Chiariamo subito una cosa, senza tremare la mano, e senza dover pagare dazio a chi pensa di possedere verità assolute, senza neanche verificarle. La cosiddetta “transizione ecologicanon è una rivoluzione morale, è un modello di business. E quando arriva nei comuni poveri del Sud, come Cosenza, smette perfino di fingere e si mostra per quello che è. La Giunta municipale ha deciso che le auto elettriche parcheggeranno gratis sulle strisce blu, mentre tutti gli altri continueranno a pagare. Una misura presentata come “sostenibile”, “green”, “moderna”. Ma che in realtà è solo la solita norma classista, regressiva e profondamente ingiusta, come tutte le idee di un pensiero unico violento sempre con chi non può accedere al benessere.

Perché in una città dove il reddito medio è tra i più bassi d’Italia, chi può permettersi un’auto elettrica? Una fetta così piccola di popolazione che sicuramente non comprende l’operaio, il professore precario o il pensionato con la Panda del 2006. Le auto elettriche, oggi e per molti anni a venire, sono un bene da classe medio-alta, spesso altissima. E chi le guida, nella stragrande maggioranza dei casi, non ha alcun problema a pagare un parcheggio, anzi potrebbe pagare o parcheggi ad almeno altre 100 macchine al giorno senza perdere niente.

Il risultato è grottesco ed anche ridicolo. L’operaio che fatica ad arrivare a fine mese paga la sosta sotto casa, mentre il SUV elettrico da 70 mila euro riposa gratuitamente davanti al suo portone, pagato dal papà notaio al figlio che non studia. Io non capisco chi possa essere così demente da vederci sostenibilità, perché questa è umiliazione sociale istituzionalizzata.

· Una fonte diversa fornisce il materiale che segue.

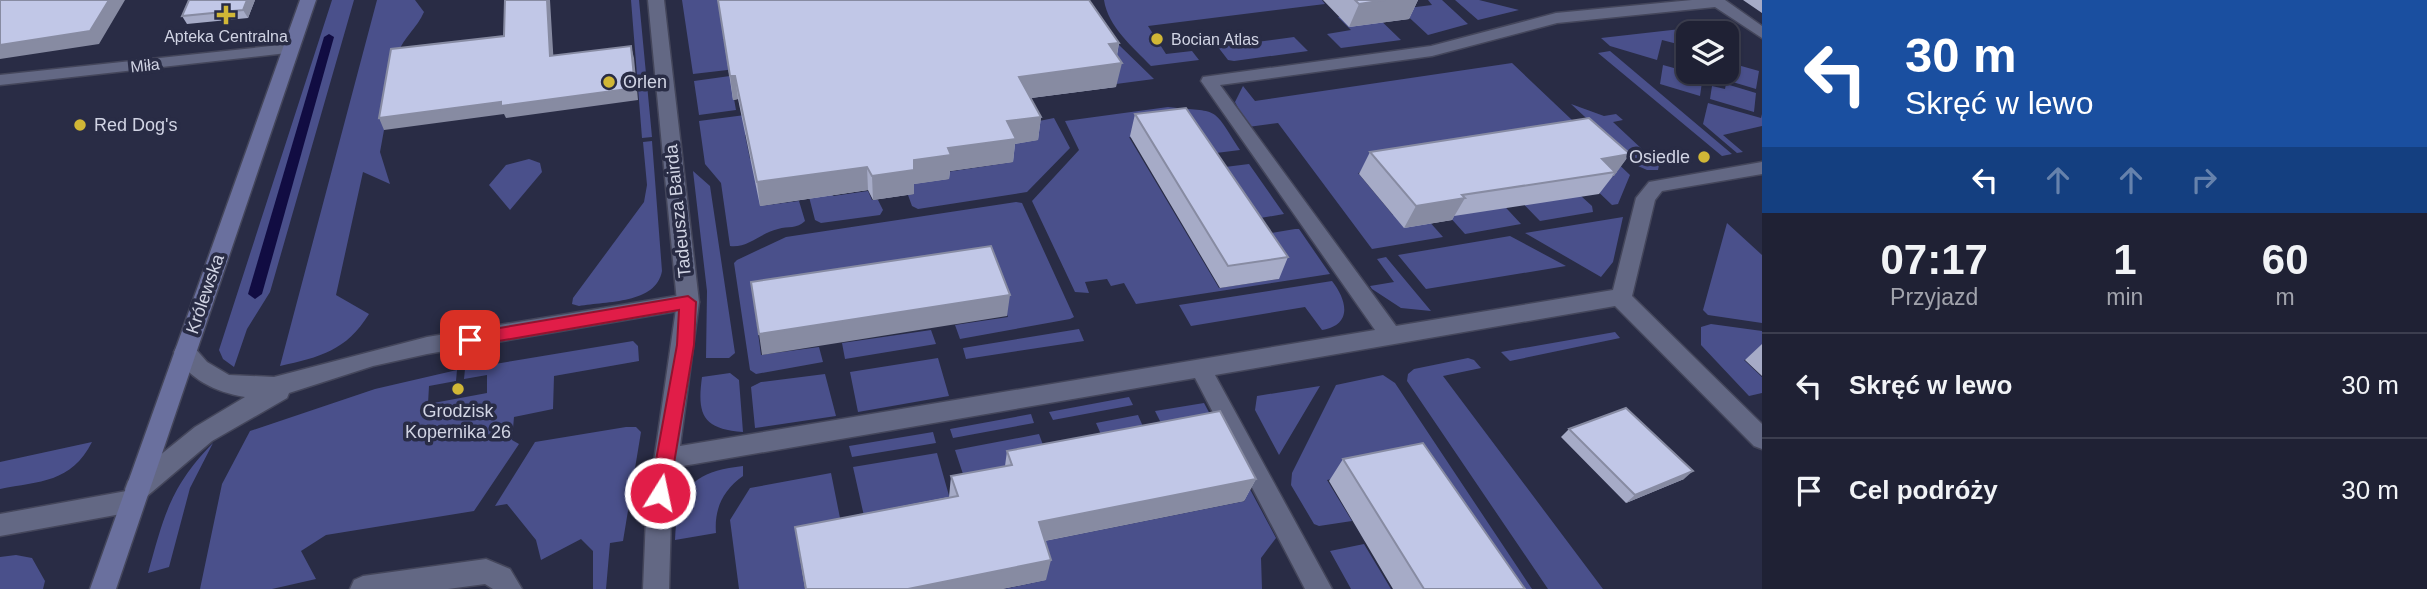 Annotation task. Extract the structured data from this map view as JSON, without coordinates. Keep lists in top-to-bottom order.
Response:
{
  "streets": {
    "main road": ["Królewska"],
    "street": ["Miła", "Tadeusza Bairda"]
  },
  "crossings": [
    ["Miła", "Królewska"]
  ],
  "places": {
    "health": ["Apteka Centralna"],
    "other": [
      "Bocian Atlas",
      "Orlen",
      "Red Dog's",
      "Osiedle",
      "Grodzisk Kopernika 26"
    ]
  },
  "page": {
    "turn": ["30 m", "Skręć w lewo"],
    "eta": [
      "07:17",
      "Przyjazd",
      "1",
      "min",
      "60",
      "m"
    ],
    "list": [
      {
        "name": "Skręć w lewo",
        "value": "30 m"
      },
      {
        "name": "Cel podróży",
        "value": "30 m"
      }
    ]
  }
}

Il dogma verde ha una sua base logica: la colpa è sempre dei poveri. Questa misura è perfettamente coerente con l’ideologia che la ispira: il neoliberismo verde, dove la povertà non è una condizione, ma una colpa morale che deve essere anche messa in ridicolo. Se sei povero, è perché non hai fatto “scelte giuste”. Se guidi una Panda a benzina, è perché non sei “virtuoso”. Se non puoi permetterti l’elettrico, allora meriti di pagare di più. È la stessa logica che trasforma i diritti in premi e le tasse in punizioni simboliche.

Non si cambia il sistema: si selezionano i cittadini, e si schedano ed offendono i lavoratori. E qui va detto senza ipocrisie: il cambiamento climatico, così come viene usato nel dibattito politico, non è solo una questione ambientale, ma una grande narrazione economica. Non un dibattito aperto, non una discussione complessa, ma un dogma.
Chiunque osi porre domande viene subito messo a tacere, non con argomenti, ma con scomuniche morale. Da un lato, si chiede ai cittadini comuni di salvare il pianeta però pagando di più rinunciando ed adattandosi alle esigenze delle classi più agiate.

Mentre le grandi concentrazioni di capitale continuano indisturbate, anzi: prosperano, tra industrie belliche, colossi digitali e logistica globale che inquinano più in un minuto di quanto un operaio con una panda può fare in un miliardo di anni. L’idea che una frazione minuscola dell’umanità, vissuta per pochi millenni, possa essere l’unico fattore decisivo nel destino di un pianeta vecchio di miliardi di anni viene trattata come verità rivelata, non come ipotesi scientifica da discutere. E chi non si adegua è un eretico. Ma guarda caso, ogni soluzione proposta coincide sempre con un trasferimento di ricchezza verso l’alto. Non si salva infatti il pianeta, si opera un redistribuzione al contrario.

Auto elettriche, bonus selettivi, parcheggi gratuiti per pochi, costi crescenti per tutti gli altri: questa non è una politica ambientale, è mondo come un altro in cui si toglie ai molti per concedere ai pochi. Si colpisce chi non ha alternative. Si premia chi è già avanti. E tutto questo mentre si recita il mantra della “salute pubblica” e della “vivibilità”. Cosenza, come altre realtà simili, non ha bisogno di lezioni etiche dall’alto e di moralizzatori da 100,000 euro annui, ha bisogno di politiche che non umilino i suoi cittadini più fragili. Perché quando il lusso parcheggia gratis, chi davvero fatica paga il conto, non è progresso. È solo potere, arrogante ma anche ridicolo e stupido.